## Task goal
Lines of the listing below that contain the string "number" are to be returned.
§
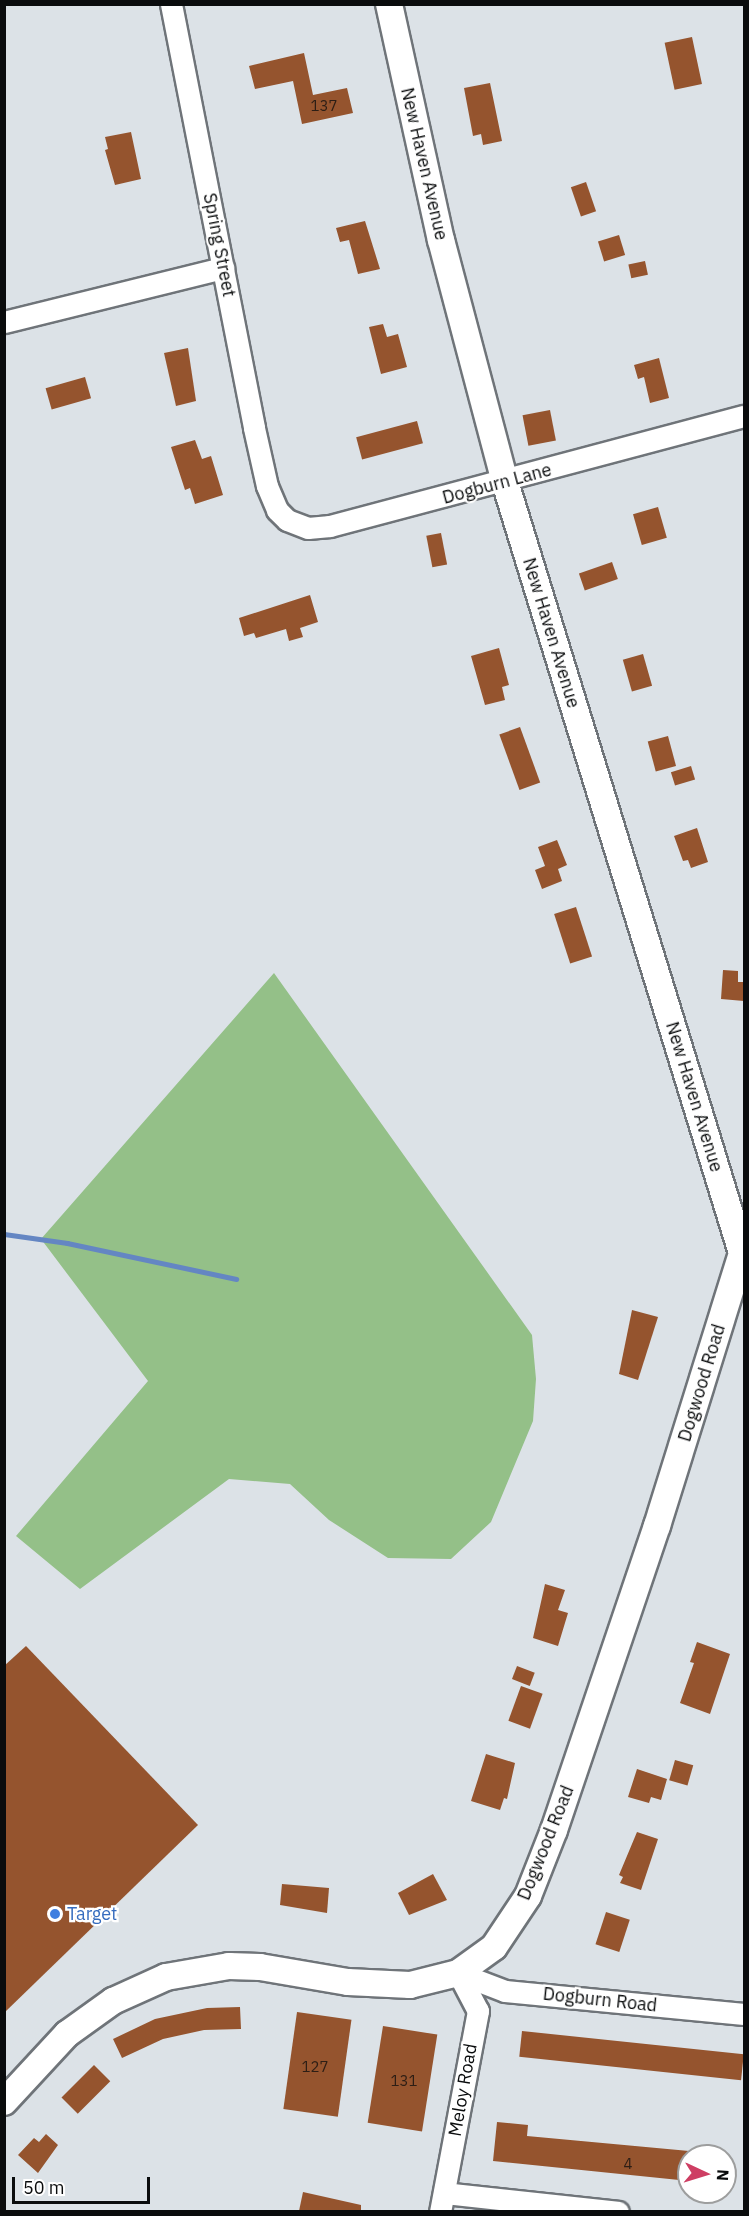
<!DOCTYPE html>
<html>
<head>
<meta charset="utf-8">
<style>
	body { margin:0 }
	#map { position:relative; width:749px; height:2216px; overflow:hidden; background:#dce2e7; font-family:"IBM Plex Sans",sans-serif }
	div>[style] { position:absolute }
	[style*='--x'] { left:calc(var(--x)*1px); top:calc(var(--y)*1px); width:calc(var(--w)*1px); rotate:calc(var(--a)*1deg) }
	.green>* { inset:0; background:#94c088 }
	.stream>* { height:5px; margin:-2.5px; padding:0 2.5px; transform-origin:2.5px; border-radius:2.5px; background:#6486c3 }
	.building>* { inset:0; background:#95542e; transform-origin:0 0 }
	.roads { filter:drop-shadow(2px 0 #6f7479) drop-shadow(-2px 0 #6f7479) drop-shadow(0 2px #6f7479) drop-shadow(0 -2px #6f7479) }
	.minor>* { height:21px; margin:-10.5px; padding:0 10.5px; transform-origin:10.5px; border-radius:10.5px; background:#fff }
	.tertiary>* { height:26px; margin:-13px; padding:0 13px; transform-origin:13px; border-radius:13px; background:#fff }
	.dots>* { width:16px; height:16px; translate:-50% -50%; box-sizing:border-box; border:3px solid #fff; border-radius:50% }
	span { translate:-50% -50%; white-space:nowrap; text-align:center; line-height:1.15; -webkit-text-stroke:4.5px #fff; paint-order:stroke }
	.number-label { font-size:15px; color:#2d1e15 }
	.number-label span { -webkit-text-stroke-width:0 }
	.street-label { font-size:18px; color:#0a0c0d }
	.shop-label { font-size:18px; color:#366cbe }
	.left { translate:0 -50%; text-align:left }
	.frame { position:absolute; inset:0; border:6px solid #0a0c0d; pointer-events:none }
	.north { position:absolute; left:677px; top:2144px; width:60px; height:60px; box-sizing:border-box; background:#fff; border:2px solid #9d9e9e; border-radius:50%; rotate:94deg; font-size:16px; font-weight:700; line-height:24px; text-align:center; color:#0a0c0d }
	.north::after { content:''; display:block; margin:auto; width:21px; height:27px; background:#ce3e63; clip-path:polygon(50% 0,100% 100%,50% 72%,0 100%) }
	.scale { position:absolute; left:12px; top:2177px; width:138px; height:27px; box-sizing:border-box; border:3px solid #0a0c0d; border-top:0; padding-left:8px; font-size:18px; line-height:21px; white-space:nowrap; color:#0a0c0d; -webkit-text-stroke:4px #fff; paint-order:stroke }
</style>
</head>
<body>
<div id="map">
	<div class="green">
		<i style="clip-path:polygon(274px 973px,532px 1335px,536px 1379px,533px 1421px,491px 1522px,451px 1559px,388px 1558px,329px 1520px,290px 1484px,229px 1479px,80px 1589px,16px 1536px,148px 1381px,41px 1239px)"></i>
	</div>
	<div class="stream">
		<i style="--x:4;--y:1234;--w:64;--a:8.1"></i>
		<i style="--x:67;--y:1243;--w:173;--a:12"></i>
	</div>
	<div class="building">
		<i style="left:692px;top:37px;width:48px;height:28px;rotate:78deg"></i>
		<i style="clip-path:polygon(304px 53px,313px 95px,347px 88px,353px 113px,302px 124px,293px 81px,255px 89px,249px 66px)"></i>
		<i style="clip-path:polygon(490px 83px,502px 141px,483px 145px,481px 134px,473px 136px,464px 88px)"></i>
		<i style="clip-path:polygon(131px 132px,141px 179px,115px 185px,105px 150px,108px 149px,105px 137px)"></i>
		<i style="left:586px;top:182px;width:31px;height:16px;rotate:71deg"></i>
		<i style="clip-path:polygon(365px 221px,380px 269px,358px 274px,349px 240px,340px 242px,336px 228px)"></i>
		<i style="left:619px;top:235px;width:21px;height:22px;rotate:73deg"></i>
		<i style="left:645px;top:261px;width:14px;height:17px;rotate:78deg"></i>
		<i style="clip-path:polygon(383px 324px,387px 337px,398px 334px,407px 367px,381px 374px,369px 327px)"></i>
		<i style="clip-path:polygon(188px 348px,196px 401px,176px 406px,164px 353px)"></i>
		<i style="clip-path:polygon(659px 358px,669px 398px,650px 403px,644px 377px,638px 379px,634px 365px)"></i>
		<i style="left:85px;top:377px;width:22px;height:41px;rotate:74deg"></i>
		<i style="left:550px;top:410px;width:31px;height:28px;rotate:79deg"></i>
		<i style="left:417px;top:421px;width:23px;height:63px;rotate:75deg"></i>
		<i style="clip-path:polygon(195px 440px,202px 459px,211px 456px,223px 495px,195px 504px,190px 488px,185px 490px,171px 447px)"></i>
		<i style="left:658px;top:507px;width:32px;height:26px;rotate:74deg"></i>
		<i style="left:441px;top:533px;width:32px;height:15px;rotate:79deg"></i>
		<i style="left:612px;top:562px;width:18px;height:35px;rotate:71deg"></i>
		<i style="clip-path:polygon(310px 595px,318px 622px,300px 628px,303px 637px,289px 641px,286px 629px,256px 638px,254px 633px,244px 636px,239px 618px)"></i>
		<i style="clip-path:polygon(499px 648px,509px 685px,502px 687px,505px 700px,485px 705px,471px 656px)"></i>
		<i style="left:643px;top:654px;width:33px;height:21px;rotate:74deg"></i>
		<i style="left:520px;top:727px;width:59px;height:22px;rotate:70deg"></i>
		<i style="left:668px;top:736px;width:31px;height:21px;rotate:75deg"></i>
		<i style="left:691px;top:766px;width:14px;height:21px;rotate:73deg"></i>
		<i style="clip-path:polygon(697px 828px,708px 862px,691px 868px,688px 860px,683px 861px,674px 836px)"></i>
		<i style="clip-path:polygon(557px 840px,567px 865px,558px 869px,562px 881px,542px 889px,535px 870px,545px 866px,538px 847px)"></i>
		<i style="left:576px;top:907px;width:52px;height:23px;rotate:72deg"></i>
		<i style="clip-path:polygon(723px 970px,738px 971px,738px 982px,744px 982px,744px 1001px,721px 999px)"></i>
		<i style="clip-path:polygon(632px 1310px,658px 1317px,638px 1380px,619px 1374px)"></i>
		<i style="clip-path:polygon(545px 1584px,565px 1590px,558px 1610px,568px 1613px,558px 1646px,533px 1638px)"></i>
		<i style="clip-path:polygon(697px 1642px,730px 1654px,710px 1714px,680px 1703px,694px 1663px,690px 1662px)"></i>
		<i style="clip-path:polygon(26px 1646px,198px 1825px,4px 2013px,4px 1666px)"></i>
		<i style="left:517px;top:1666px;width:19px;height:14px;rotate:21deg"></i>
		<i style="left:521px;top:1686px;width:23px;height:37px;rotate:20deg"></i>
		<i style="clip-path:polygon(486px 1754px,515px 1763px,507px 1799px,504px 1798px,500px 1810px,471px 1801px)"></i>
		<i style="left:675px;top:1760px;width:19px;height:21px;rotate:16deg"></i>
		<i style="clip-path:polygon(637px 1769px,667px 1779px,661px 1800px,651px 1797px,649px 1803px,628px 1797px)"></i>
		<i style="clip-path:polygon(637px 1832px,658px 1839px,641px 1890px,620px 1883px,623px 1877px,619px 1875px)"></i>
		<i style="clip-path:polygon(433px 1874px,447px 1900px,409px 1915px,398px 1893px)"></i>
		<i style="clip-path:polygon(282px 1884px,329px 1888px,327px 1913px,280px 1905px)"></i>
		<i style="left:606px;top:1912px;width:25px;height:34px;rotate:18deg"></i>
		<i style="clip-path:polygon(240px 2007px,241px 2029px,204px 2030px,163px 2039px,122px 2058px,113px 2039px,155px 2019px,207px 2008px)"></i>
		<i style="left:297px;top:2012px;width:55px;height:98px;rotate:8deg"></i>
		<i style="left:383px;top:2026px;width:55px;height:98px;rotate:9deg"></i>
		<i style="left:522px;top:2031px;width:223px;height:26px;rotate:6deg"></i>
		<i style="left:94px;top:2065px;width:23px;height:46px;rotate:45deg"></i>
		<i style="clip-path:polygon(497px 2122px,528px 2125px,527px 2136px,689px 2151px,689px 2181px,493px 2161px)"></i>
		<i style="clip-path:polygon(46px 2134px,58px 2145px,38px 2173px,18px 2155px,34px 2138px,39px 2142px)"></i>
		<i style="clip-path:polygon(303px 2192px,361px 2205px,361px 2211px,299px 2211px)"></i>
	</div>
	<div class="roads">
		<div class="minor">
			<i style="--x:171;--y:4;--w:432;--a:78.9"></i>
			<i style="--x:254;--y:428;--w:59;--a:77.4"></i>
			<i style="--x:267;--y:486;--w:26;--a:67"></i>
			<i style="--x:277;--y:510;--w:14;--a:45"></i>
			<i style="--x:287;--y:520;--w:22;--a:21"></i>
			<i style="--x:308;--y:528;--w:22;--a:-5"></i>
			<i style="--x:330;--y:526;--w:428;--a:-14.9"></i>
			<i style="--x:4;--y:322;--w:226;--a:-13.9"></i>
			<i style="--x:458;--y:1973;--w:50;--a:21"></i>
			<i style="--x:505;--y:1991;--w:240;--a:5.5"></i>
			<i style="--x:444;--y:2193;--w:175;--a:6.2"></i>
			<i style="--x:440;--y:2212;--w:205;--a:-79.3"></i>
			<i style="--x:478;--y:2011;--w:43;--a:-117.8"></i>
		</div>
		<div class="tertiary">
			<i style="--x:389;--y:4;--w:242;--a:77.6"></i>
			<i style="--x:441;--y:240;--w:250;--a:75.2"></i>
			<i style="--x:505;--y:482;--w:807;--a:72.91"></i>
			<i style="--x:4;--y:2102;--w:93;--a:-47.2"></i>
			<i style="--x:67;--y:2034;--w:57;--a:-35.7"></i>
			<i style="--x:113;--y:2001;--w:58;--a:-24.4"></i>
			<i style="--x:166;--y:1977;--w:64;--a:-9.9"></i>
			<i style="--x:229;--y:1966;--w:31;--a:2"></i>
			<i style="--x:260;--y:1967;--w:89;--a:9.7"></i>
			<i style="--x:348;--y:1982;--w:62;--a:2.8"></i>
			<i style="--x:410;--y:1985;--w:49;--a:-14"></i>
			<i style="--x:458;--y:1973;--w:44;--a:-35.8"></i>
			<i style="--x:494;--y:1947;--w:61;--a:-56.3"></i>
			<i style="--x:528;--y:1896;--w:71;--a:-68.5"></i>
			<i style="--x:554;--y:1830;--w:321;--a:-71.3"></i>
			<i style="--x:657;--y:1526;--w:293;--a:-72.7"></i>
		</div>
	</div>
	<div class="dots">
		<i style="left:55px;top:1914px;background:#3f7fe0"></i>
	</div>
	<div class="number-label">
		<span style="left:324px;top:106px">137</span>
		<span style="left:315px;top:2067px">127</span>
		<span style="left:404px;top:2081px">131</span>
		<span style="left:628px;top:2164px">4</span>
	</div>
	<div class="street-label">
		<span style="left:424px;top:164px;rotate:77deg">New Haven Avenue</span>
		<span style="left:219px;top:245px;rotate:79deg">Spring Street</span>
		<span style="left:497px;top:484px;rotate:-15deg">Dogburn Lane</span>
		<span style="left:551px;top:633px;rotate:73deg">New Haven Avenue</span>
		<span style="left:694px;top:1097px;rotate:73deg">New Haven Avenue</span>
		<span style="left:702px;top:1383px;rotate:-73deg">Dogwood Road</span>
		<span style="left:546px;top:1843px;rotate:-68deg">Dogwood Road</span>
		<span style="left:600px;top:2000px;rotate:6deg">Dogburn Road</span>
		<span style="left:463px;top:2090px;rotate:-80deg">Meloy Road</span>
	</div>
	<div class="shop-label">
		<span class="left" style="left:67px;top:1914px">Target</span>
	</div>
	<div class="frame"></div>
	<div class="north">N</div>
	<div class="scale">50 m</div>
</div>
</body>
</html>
§
## Response to this exercise
	.number-label { font-size:15px; color:#2d1e15 }
	.number-label span { -webkit-text-stroke-width:0 }
	<div class="number-label">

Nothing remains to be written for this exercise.